Le poète Lassailly, éternel amoureux, éternel déçu, l’Apollon timbré selon le mot de Sainte-Beuve, finit par être, lui aussi, interné à Montmartre, aux frais du ministère de l’Intérieur, sur une recommandation de Lamartine et d’Alfred de Vigny, alors qu’il se croyait en rapport quotidien avec les poètes de l’Antiquité grecque.

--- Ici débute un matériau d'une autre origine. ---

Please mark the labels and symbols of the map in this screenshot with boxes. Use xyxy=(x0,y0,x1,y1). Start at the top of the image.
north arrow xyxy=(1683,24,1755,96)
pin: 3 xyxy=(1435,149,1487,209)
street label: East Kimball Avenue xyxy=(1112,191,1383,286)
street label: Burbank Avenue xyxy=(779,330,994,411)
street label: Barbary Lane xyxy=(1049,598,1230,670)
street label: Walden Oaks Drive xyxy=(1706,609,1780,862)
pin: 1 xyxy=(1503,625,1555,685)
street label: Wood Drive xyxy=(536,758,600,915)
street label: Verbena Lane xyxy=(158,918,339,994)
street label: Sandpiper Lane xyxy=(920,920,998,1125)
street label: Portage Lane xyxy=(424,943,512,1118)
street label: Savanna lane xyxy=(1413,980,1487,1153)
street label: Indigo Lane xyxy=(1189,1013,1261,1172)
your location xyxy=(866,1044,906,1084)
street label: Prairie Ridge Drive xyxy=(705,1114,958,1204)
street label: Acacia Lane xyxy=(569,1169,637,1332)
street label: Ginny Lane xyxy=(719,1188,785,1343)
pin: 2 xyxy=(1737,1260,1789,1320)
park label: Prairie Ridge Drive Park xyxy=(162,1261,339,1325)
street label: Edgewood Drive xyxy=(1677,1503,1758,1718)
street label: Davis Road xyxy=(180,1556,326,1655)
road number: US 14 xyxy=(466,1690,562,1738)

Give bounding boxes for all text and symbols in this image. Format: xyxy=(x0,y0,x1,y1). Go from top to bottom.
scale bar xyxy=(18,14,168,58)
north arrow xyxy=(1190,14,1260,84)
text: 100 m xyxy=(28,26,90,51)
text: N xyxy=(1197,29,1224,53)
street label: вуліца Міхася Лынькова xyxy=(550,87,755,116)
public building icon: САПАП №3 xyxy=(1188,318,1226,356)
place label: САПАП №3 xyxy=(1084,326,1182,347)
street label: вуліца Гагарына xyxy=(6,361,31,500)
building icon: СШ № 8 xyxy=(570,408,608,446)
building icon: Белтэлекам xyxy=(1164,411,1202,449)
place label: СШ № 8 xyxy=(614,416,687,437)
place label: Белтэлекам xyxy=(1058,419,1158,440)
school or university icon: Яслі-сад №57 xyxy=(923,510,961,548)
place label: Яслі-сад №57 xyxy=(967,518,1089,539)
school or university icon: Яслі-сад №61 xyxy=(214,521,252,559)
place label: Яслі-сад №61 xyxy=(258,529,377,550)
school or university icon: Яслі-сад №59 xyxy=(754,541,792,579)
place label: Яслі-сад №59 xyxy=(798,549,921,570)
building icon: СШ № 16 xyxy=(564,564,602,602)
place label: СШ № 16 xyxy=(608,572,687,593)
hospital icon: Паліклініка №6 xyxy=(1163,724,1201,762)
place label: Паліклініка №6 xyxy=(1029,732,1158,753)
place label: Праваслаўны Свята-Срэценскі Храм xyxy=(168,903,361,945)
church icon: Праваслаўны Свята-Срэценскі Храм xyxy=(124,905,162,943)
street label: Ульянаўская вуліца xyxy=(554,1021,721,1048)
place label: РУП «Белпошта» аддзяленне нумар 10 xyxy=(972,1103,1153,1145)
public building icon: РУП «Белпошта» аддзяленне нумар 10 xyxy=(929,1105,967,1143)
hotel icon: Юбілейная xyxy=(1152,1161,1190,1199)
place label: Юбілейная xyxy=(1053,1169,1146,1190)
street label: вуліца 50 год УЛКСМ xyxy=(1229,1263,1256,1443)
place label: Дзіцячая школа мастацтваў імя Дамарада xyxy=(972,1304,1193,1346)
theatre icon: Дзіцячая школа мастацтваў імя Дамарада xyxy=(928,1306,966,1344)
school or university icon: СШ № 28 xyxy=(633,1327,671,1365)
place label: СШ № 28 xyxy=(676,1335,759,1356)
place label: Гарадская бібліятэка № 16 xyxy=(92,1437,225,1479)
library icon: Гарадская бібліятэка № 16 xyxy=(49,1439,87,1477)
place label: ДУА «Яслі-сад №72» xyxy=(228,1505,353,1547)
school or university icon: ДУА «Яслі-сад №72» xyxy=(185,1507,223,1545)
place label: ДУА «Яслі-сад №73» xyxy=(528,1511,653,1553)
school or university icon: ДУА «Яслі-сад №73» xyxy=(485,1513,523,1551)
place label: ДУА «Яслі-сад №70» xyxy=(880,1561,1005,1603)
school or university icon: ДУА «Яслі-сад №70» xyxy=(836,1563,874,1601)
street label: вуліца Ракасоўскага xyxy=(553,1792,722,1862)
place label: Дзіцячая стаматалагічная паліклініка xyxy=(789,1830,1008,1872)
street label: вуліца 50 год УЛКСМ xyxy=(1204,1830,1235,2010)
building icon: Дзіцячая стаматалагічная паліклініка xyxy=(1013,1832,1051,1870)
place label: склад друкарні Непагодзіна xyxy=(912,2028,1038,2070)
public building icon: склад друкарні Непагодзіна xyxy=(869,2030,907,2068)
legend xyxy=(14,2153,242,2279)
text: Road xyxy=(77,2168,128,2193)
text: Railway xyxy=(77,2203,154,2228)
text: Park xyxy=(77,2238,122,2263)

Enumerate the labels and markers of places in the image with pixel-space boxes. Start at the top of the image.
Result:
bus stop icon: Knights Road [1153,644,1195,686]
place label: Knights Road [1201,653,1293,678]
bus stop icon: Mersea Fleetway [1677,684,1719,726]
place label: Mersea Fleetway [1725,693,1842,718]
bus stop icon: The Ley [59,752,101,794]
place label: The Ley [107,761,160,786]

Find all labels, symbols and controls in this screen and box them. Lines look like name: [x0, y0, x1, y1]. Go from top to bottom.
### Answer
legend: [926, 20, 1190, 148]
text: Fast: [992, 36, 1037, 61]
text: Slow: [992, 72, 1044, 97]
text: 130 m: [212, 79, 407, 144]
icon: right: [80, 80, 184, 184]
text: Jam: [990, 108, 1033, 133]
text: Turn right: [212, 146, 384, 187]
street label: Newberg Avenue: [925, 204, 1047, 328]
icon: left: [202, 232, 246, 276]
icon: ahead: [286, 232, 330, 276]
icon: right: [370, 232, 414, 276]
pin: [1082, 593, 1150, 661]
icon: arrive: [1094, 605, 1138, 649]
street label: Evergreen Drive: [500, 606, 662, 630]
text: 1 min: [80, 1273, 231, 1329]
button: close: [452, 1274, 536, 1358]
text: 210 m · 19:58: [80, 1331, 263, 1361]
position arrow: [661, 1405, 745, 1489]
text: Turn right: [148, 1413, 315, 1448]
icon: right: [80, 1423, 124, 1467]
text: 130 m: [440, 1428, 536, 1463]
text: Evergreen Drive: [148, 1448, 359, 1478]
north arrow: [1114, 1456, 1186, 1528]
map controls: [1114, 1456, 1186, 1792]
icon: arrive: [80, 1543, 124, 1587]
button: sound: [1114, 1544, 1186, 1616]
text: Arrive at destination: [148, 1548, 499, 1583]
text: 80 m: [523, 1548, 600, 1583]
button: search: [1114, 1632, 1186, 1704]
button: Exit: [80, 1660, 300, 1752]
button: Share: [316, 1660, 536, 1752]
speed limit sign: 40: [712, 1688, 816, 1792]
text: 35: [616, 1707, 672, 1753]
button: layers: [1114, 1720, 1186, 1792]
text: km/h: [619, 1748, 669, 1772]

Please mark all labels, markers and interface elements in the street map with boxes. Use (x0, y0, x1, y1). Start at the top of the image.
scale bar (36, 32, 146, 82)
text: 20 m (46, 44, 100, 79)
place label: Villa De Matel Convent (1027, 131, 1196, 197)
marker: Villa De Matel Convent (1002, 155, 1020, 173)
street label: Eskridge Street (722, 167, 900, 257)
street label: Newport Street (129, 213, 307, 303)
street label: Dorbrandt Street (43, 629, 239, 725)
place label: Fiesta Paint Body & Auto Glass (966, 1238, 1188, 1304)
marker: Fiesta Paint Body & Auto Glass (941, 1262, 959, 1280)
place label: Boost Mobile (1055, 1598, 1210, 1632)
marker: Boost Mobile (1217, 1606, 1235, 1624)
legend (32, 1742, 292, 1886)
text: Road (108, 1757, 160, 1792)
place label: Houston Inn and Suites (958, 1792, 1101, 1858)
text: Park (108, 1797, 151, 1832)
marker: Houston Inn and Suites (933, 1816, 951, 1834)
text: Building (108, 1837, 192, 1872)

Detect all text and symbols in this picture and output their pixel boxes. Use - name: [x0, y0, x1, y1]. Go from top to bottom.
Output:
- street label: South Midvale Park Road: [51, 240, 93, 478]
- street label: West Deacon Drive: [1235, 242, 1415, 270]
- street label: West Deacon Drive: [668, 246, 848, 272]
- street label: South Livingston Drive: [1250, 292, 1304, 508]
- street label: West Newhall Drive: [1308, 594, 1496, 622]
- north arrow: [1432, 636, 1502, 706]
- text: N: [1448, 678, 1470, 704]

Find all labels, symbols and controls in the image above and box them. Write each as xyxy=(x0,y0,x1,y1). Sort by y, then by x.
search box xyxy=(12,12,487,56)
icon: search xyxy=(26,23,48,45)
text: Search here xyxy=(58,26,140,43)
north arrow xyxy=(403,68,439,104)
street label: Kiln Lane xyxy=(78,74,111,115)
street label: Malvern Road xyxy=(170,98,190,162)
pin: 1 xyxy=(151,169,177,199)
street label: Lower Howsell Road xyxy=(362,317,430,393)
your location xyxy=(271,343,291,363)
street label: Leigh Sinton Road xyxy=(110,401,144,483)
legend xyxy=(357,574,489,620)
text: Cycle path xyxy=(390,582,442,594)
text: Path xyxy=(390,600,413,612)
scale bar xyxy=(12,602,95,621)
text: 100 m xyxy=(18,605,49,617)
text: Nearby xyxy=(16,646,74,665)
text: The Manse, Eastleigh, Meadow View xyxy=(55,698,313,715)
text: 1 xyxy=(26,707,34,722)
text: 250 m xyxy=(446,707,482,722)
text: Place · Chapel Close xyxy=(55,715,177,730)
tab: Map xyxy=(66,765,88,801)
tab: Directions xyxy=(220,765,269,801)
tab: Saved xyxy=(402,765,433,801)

Gérard de Nerval fut sans conteste le plus célèbres des patients du docteur Blanche. Une première crise de folie avait éclatée le 21 ou le 23 février 1841 dans une maison de la rue de Miromesnil où il avait brisé des objets. On le transporta alors à la clinique de Mme de Saint-Marcel, rue de Picpus ; où il resta jusqu’au 16 mars, rédigeant d’une étrange écriture minuscule et linéaire les textes les plus troublants. Le 21 mars suivant ; alors qu’il était sur la terrasse d’une maison amie, il entendit des appels et se précipita dans le bide, manquant de se tuer. On le transporta sur-le-champ chez le docteur Blanche où il demeura huit mois. « La maison Blanche est aujourd’hui le Palais d’Armide. Prenez garde de vous laisser arrêter comme moi dans les lacs d’une foule de beauté réunies en cet Elysée [...] Ne montrez pas ce biller : il y aurait des gens encore qui prendraient mon érudition romanesque pour de la folie [...] Tâchez d’obtenir ma prochaine délivrance. » Ces quelques lignes pathétiques et décousues étaient adressées en avril 1841 à son ami Louis Perrot, qui ne put rien faire pour lui. Entouré de soins, de calme et de repos, Gérard de Nerval put retrouver un équilibre précaire sur lequel, avec un regard lucide, il ne se faisait guère d’illusion : « J’ai rencontré hier Dumas [...]. Il vous dira que j’ai recouvré ce que l’on est convenu d’appeler la raison, mais n’en croyez rien. Je suis toujours et j’ai toujours été le même [...] L’illusion, le paradoxe, la présomption sont toutes choses ennemies du bon sens dont je n’ai jamais manqué ! Au fond j’ai fait un rêve très amusant et je le regrette ; j’en suis même à me demander s’il n’était pas plus vrai que ce qui me semble explicable et naturel aujourd’hui... » Adressées le lendemain de sa sortie à Mme Alexandre Dumas, ces lignes forment un reflet cruel de l’analyse que faisait Nerval de son cas. Antoni Deschamps disait de lui : « Sage était son discours, ses actes étaient fous ! » De fait, ni les voyages ni le travail ne purent le guérir. En 1853et 1854, le poète dut faire appel au bon docteur Blanche. Mais celui-ci avait quitté Montmartre. En 1846, il avait cédé la « folie Sandrin » pour s’installer dans un hôtel du quai de Passy, qui avait appartenu à la princesse de Lamballe. C’est là, qu’avec son fils, il fonda la nouvelle « maison du docteur Blanche »
Celle de la rue Norvins s’effaça dans les brumes de la petite histoire. De 1870 à 1875, une certaine Mme Mathieu y fonda une institution de demoiselles, qui végéta. En 1920, une école normale de jeunes filles prit possession des lieux. Les frais d’entretien d’une aussi grande maison eurent raison des finances des religieuses qui finirent par céder les vieux murs aux spéculateurs. Aujourd’hui, la façade restaurée a retrouvé son fronton triangulaire que le XIXe siècle avait supprimé. Des volets blancs dissimulent des appartements aménagés sans doute avec goût, mais sans souci de l’état ancien qu’à la vérité on connait mal. En fait, de la maison Sandrin, il ne reste que les murs, témoins muets des « folies » de deux siècles.